Thursday, May 31, 2012

Mexican Root Canal



I had a root canal a few days ago.  As one friend on Facebook said, now I can honestly say "I'd rather be having a root canal" and really know what I'm comparing things to!

You too could have this much fun!

All in all, it wasn't really that bad.  Here are the highlights:

- My appointment was at 7pm.  Pretty typical for Mexico, where the doctors cater a lot more to patient schedules.  Plus there's the whole "siesta" thing they do for a few hours in the afternoon, where they go home for "comida" with the family.  But still.  Having to work until 9 or 10 pm just to make up for an afternoon break at home?  I think I'd prefer to get my work day done and over with in one fell swoop! But I certainly appreciate the doctor catering to my needs (i.e., the need to have N home from work to be with the kids).

- Speaking of N, when I pulled away from the house, looking back at him holding a screaming-for-Mommy Cubby, with the unbathed/unfed girls still running around in the dusty evening, he shouted that popular saying to me: "I'd rather be having a root canal!"  It was a funny thing to be left with as I drove away.

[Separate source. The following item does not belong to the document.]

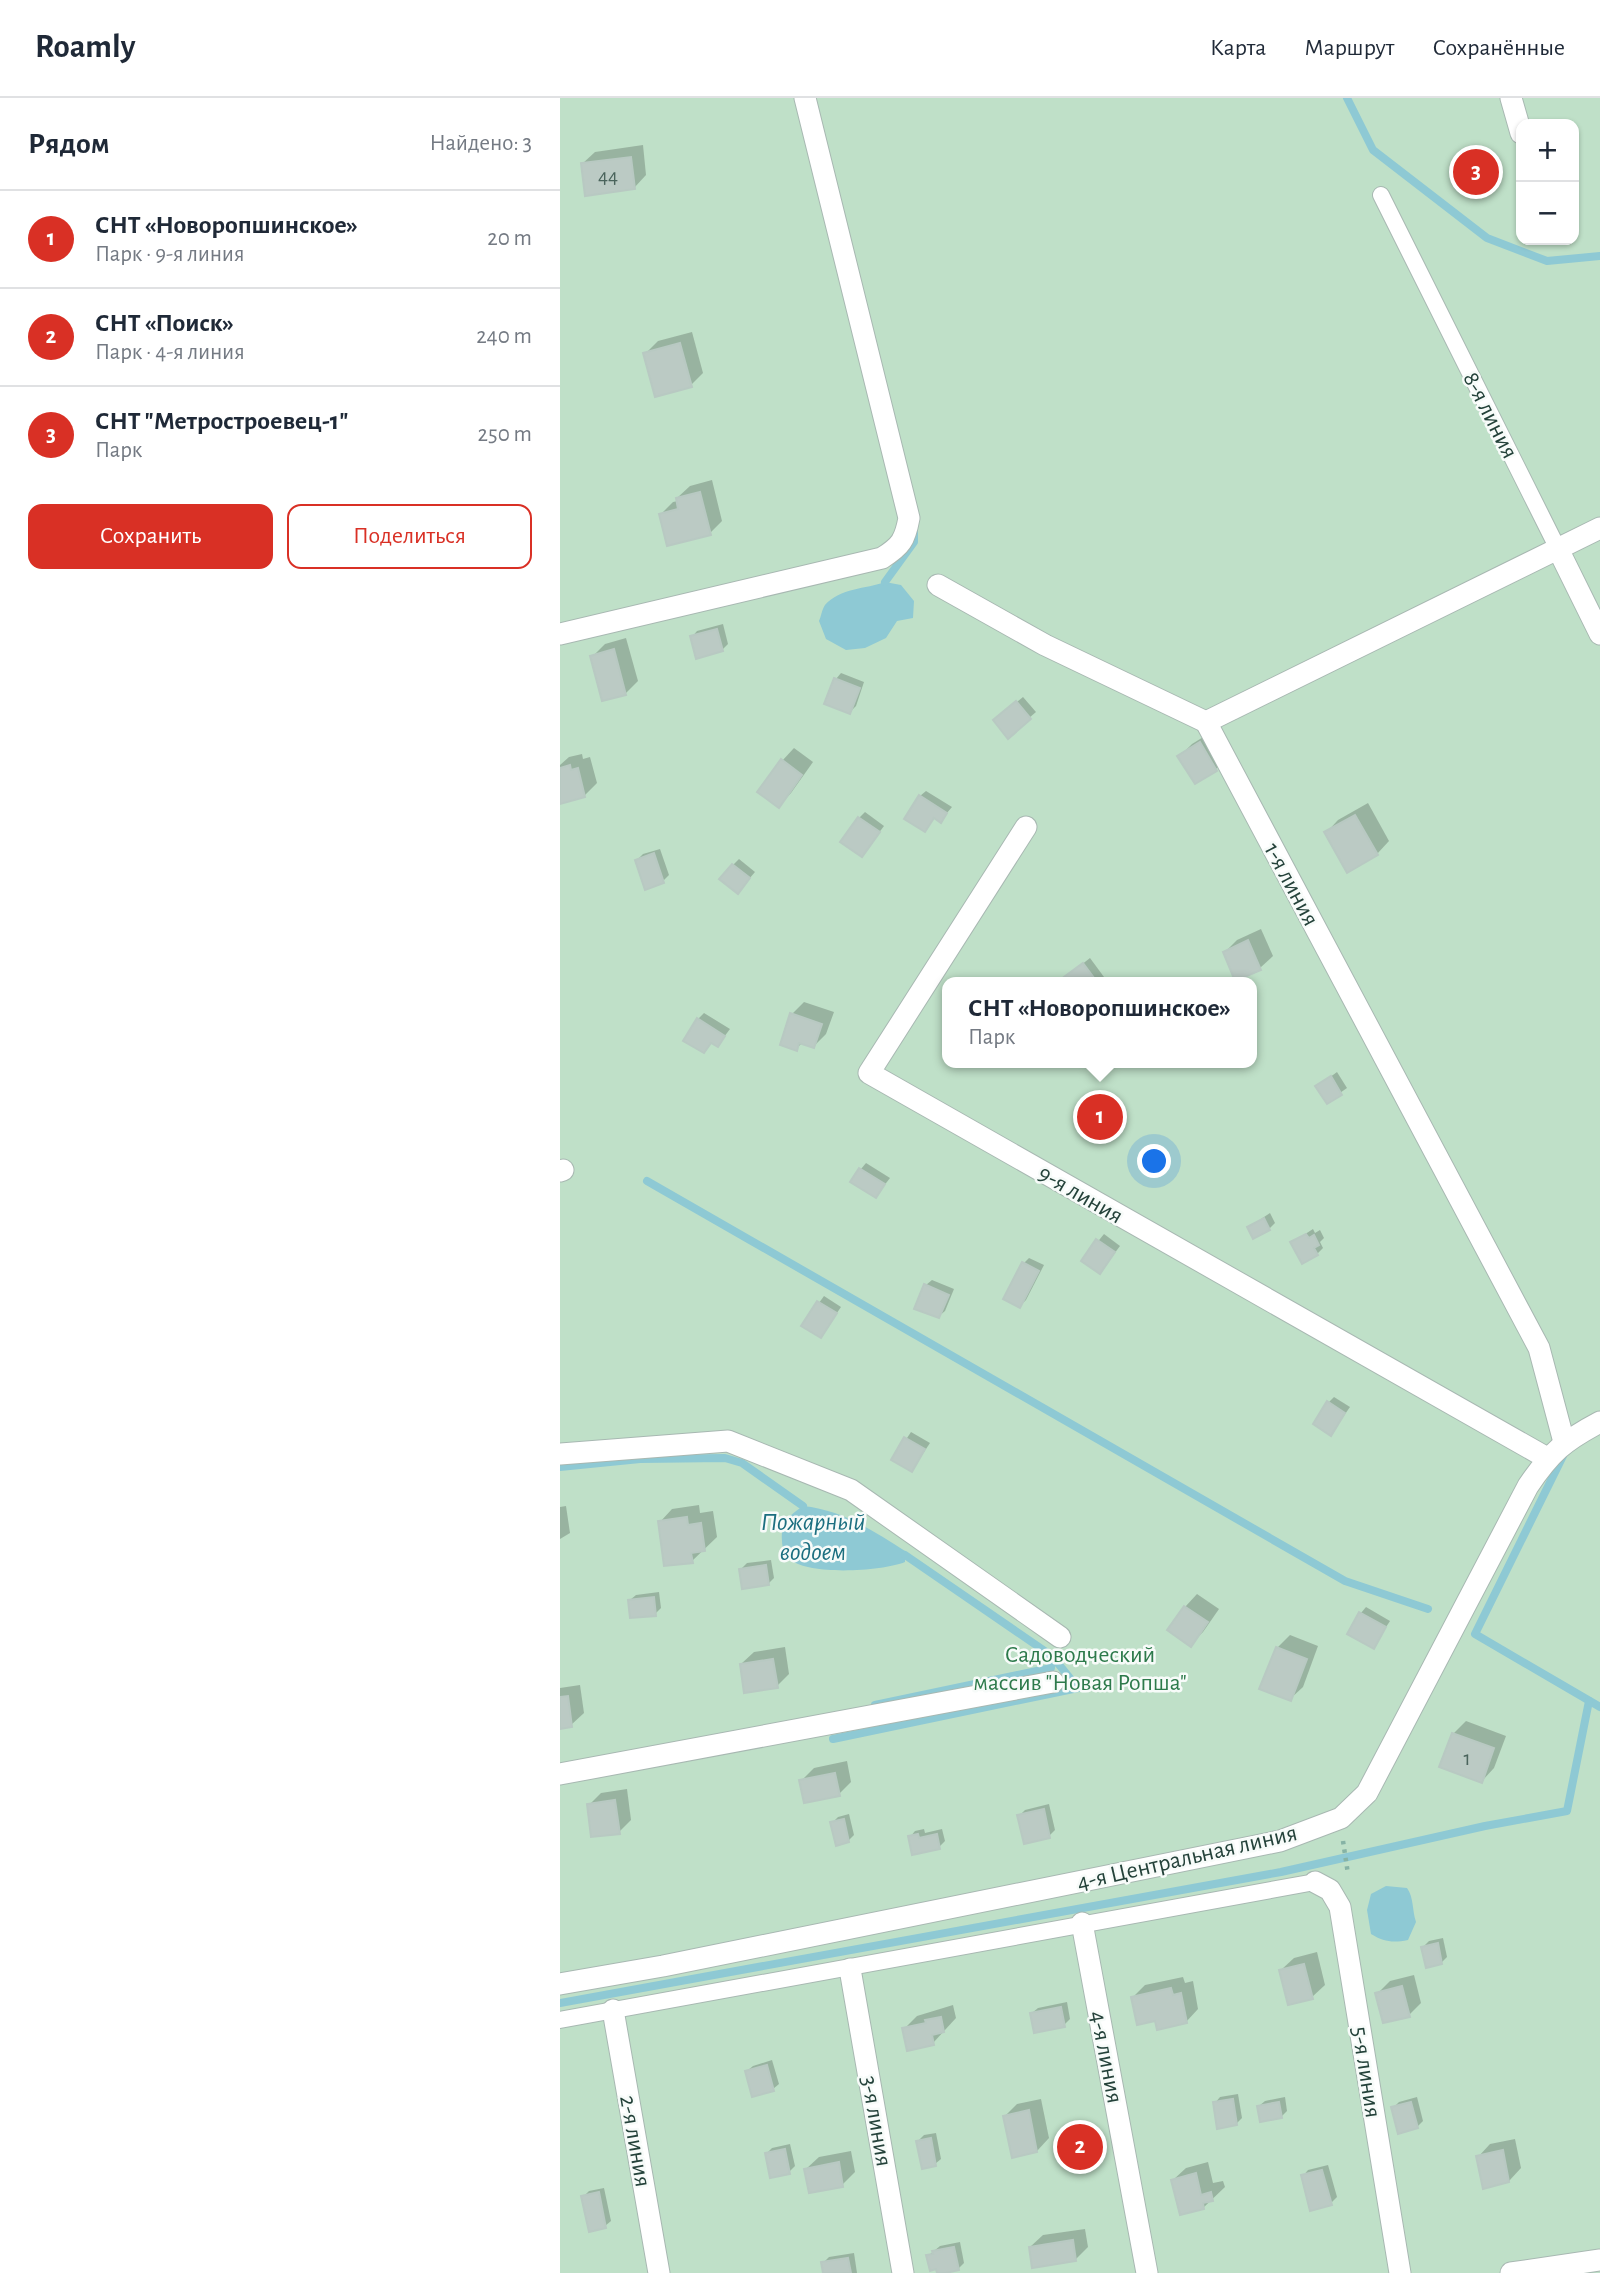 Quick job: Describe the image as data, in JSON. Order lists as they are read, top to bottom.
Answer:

- I wasn't sure what was going to happen at said appointment, having discussed everything in Spanish with my regular dentist.  I just knew that a "specialist" was going to be at his office at 7pm.  Maybe we'd discuss the procedure?  Maybe he'd take measurements?  But no.  As soon as I arrived, the endodontist had me lie down in the chair while he began prepping the anisthesia.  Ack!  I had made tentative plans to meet up with some friends for a birthday restaurant celebration, and immediately texted my regrets as the drugs in my gums strated to take effect, wooziness taking over.  This was really going to happen!

- The first question I asked the endodontist, which is what I ask most people in Mexico, was: "Hablas ingles?"  He happily switched to English.  I probably would've been fine listening in Spanish (since it wasn't like I could say anything myself), but it was comforting to hear English while having such intrusive things done in my mouth. 

- The most painful parts of the root canal were the blast of air the endodontist shot on my tooth (to test sensitivity) before it all started, and then the three shots of anesthesia.  Man, those hurt!  It felt like they were being shot into my skull!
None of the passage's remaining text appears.